Start of THE DATA

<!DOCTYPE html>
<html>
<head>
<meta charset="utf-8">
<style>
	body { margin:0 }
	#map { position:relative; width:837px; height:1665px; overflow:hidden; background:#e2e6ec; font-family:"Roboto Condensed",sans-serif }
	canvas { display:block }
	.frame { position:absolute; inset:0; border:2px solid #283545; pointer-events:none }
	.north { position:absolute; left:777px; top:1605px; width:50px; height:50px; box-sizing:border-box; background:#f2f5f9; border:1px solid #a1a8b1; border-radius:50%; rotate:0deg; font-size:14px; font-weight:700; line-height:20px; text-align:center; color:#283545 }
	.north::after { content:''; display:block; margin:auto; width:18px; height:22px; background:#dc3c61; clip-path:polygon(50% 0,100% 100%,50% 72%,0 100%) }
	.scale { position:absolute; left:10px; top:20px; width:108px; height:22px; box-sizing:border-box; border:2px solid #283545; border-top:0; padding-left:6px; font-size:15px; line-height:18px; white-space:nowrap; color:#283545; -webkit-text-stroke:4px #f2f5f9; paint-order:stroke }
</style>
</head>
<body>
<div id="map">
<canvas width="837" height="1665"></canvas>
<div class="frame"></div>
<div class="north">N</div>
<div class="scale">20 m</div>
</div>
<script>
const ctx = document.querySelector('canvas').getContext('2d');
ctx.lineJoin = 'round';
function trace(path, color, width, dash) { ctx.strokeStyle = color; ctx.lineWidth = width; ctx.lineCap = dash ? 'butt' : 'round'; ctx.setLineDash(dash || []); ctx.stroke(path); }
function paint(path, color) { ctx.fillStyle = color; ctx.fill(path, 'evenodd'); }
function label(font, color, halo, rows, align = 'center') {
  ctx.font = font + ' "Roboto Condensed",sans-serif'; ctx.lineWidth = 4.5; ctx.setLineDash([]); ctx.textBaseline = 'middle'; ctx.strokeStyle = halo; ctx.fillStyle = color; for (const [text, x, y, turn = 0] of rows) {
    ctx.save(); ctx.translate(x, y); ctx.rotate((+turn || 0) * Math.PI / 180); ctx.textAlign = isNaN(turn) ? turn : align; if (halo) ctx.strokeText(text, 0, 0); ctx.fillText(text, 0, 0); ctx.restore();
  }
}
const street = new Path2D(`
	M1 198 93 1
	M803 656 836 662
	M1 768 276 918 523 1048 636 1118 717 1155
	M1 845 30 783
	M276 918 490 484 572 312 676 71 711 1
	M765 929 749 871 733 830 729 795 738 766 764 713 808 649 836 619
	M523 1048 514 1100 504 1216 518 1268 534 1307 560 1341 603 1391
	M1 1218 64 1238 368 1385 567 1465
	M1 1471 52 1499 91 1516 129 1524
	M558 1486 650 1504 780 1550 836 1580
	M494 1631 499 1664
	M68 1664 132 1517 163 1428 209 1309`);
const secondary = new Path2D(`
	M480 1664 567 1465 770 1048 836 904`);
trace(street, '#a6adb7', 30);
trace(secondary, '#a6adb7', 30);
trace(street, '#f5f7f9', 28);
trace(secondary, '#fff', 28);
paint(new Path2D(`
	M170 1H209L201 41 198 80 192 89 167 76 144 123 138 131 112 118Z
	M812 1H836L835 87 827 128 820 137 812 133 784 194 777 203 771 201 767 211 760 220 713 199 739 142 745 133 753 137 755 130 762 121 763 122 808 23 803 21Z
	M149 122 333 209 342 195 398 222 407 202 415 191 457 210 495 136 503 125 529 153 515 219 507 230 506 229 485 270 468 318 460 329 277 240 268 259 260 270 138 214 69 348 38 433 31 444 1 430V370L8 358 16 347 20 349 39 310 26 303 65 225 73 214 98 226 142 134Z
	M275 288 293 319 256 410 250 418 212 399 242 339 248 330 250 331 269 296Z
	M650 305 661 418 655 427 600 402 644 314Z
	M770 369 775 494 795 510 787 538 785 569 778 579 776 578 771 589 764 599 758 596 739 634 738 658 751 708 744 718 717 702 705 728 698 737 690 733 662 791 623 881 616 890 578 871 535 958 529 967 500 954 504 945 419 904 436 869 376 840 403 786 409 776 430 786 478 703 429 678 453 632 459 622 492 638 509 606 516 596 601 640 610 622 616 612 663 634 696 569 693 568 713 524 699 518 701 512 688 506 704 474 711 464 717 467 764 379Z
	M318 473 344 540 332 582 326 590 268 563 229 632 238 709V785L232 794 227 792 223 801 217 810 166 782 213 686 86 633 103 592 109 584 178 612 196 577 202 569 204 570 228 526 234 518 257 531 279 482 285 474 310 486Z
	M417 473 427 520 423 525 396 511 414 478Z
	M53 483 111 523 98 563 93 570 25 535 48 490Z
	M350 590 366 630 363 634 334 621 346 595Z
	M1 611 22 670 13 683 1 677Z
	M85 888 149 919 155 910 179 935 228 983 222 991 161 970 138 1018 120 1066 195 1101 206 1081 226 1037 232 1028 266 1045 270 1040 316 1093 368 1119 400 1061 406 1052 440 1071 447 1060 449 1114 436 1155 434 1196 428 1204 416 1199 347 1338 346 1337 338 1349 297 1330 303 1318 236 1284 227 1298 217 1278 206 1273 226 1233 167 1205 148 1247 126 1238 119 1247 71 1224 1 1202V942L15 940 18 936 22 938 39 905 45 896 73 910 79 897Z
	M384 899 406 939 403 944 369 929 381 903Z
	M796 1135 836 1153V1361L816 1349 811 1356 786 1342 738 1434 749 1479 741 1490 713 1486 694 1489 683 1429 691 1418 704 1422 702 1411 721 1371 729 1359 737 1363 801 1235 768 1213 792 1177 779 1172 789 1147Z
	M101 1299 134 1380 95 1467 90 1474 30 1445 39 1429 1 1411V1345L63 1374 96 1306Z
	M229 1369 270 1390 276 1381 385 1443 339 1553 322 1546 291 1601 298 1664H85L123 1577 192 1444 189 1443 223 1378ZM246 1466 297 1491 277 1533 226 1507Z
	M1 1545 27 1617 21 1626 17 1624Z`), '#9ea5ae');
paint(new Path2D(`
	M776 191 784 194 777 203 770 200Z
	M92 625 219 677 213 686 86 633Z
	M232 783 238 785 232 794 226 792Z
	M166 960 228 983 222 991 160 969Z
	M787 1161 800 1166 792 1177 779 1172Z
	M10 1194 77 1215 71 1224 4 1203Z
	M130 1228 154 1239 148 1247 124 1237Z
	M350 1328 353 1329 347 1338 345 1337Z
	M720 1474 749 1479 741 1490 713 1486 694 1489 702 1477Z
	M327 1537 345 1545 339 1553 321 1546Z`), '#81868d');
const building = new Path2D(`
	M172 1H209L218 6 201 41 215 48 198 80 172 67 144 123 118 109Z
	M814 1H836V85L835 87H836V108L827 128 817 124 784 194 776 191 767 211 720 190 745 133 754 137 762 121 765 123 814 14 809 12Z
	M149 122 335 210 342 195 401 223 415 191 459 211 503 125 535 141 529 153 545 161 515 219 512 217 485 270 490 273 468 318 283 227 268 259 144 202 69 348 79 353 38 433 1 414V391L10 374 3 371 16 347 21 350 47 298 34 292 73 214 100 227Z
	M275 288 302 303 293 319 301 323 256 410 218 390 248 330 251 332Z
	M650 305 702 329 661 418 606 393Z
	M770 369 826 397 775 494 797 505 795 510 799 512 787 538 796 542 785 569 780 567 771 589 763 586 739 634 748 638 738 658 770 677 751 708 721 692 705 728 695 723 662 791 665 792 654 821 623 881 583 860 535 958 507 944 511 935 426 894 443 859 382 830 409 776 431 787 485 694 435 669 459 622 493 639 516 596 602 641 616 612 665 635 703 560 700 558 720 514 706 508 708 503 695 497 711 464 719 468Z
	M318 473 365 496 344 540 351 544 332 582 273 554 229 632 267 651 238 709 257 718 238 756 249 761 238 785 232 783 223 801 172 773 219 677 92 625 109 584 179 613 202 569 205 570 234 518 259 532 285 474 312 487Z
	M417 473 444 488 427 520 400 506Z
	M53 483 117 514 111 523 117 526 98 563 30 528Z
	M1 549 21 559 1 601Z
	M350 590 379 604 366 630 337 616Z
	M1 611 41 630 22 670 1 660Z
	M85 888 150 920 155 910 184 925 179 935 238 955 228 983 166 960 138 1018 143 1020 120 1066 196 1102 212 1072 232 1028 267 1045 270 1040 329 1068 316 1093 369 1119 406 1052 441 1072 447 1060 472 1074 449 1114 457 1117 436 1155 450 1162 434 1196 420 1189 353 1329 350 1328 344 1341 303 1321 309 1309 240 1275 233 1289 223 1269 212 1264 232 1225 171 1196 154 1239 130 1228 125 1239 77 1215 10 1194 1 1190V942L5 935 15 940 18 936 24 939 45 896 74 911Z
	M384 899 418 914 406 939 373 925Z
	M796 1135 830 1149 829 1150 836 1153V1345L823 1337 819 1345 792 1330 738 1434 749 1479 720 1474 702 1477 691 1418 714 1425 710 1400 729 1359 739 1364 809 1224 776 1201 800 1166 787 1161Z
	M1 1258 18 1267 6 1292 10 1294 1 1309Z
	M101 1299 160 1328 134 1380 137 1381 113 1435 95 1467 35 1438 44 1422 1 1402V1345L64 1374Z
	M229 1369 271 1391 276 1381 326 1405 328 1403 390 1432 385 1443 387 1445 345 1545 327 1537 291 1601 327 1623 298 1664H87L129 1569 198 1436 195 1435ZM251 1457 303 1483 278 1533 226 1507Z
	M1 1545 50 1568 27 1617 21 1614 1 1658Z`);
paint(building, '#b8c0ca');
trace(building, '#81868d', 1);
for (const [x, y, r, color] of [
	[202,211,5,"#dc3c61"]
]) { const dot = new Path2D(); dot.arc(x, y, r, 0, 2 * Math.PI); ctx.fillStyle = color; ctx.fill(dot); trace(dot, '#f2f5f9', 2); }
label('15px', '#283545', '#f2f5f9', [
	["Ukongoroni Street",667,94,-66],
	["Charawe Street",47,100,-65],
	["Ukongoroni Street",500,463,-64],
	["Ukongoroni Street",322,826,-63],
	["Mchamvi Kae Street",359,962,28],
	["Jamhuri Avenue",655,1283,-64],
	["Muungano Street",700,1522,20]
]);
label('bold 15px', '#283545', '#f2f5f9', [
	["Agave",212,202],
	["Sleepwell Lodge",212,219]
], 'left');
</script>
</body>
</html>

End of THE DATA
Start of THE DATA

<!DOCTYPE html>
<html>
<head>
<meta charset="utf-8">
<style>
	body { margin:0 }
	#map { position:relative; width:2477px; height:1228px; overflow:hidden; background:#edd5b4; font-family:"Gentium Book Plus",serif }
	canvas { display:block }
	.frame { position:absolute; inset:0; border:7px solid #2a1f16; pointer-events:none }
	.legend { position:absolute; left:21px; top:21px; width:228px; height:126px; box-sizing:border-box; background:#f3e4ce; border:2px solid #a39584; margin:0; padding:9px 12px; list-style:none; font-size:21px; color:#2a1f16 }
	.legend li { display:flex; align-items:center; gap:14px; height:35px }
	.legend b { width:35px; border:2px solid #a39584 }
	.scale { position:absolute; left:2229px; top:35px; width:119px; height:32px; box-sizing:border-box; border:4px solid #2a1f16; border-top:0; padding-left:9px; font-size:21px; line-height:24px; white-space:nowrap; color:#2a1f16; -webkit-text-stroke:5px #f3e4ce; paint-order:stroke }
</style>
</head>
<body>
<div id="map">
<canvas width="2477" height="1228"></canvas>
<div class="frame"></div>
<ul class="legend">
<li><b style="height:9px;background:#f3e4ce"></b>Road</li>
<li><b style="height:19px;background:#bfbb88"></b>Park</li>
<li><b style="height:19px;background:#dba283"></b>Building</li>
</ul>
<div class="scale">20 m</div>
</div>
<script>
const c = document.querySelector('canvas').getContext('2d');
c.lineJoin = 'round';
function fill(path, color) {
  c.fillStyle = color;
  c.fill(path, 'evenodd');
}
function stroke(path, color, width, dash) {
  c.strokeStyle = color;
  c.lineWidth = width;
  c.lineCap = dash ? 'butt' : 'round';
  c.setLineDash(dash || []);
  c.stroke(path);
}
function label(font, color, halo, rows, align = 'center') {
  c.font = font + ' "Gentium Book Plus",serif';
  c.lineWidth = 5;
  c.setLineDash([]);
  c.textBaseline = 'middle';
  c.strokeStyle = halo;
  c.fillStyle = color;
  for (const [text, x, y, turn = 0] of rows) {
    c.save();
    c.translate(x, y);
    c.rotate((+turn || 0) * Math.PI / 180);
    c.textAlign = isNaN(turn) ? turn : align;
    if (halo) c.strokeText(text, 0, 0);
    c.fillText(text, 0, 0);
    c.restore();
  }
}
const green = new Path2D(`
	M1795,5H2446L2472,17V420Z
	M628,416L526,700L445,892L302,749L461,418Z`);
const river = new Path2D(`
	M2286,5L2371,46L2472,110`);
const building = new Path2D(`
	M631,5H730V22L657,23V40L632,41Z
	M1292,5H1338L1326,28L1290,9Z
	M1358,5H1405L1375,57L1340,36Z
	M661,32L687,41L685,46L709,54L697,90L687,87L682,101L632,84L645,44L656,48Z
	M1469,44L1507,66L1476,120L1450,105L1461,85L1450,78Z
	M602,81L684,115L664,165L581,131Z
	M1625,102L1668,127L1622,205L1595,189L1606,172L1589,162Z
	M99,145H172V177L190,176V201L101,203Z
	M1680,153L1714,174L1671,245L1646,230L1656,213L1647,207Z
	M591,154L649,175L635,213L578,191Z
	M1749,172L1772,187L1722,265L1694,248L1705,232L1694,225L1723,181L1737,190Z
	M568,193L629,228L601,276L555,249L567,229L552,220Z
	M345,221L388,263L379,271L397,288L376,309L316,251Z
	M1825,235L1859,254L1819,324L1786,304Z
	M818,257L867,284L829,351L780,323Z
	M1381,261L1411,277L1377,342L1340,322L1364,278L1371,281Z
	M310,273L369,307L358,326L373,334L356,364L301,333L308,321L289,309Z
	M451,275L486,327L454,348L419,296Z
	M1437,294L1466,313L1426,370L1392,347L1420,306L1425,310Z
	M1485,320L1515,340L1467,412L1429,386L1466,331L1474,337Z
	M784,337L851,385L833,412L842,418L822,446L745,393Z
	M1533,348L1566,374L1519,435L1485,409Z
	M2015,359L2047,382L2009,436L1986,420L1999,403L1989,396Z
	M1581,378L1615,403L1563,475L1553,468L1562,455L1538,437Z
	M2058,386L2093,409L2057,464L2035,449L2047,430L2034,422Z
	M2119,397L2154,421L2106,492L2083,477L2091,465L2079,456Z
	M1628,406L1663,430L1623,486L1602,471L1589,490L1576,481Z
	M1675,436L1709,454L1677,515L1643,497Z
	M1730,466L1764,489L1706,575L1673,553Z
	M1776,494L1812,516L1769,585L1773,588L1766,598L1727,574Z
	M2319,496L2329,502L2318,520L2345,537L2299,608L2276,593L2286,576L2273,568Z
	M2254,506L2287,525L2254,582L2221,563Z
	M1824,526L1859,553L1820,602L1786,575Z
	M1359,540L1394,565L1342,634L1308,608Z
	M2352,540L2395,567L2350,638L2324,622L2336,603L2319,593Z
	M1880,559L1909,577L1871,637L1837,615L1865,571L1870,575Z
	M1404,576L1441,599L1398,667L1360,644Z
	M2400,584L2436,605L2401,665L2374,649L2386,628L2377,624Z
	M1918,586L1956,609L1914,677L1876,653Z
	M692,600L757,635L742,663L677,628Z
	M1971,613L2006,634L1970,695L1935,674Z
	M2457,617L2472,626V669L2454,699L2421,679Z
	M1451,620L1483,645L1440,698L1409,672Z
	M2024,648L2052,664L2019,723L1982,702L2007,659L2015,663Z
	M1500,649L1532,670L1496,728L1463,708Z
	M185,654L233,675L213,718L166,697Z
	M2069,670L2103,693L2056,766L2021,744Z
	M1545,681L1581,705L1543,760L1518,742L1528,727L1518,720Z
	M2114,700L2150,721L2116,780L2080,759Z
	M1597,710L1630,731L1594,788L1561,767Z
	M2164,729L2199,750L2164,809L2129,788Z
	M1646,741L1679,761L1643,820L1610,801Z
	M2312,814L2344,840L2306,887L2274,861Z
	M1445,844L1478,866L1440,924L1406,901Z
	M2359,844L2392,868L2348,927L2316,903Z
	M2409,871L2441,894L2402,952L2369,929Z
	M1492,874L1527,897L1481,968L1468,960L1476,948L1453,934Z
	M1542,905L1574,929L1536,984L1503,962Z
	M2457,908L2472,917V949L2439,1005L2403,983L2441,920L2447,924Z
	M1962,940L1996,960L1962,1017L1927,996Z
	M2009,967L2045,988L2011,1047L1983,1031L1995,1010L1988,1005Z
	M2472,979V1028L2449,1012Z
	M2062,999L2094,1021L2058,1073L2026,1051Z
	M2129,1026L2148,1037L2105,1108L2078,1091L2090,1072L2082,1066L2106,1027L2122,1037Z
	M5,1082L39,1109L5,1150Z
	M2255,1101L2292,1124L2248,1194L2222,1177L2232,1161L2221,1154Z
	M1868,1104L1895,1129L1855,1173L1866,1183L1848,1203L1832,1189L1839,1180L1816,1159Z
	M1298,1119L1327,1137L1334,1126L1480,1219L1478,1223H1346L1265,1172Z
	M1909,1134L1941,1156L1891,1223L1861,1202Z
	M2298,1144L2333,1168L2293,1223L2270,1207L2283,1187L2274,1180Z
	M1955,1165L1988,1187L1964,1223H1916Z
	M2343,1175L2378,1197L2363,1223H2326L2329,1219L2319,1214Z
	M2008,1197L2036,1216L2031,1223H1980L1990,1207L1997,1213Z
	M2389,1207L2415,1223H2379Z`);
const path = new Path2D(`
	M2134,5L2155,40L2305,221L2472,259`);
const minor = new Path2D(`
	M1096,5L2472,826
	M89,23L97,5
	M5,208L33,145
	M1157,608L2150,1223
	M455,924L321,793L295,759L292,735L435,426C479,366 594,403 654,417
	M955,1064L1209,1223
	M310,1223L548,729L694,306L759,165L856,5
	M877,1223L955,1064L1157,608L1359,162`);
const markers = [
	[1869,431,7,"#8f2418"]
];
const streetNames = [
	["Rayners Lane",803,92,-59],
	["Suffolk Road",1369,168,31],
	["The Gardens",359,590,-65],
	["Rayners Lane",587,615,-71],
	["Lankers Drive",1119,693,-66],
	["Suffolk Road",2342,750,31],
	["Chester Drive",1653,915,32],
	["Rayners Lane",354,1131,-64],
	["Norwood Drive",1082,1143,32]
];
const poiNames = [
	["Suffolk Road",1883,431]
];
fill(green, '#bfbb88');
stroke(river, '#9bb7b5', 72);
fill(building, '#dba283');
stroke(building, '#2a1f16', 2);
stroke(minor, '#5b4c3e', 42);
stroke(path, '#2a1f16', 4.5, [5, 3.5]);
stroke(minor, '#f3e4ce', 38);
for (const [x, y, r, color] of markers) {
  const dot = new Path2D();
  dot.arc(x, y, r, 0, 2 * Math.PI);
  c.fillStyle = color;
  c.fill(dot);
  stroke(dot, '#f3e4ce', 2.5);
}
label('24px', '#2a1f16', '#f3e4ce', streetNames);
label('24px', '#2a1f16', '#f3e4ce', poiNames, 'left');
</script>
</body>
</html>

End of THE DATA

A line qualifies when it holds the word "rows"; report all qualifying lines from the records above.

function label(font, color, halo, rows, align = 'center') {
  ctx.font = font + ' "Roboto Condensed",sans-serif'; ctx.lineWidth = 4.5; ctx.setLineDash([]); ctx.textBaseline = 'middle'; ctx.strokeStyle = halo; ctx.fillStyle = color; for (const [text, x, y, turn = 0] of rows) {
function label(font, color, halo, rows, align = 'center') {
  for (const [text, x, y, turn = 0] of rows) {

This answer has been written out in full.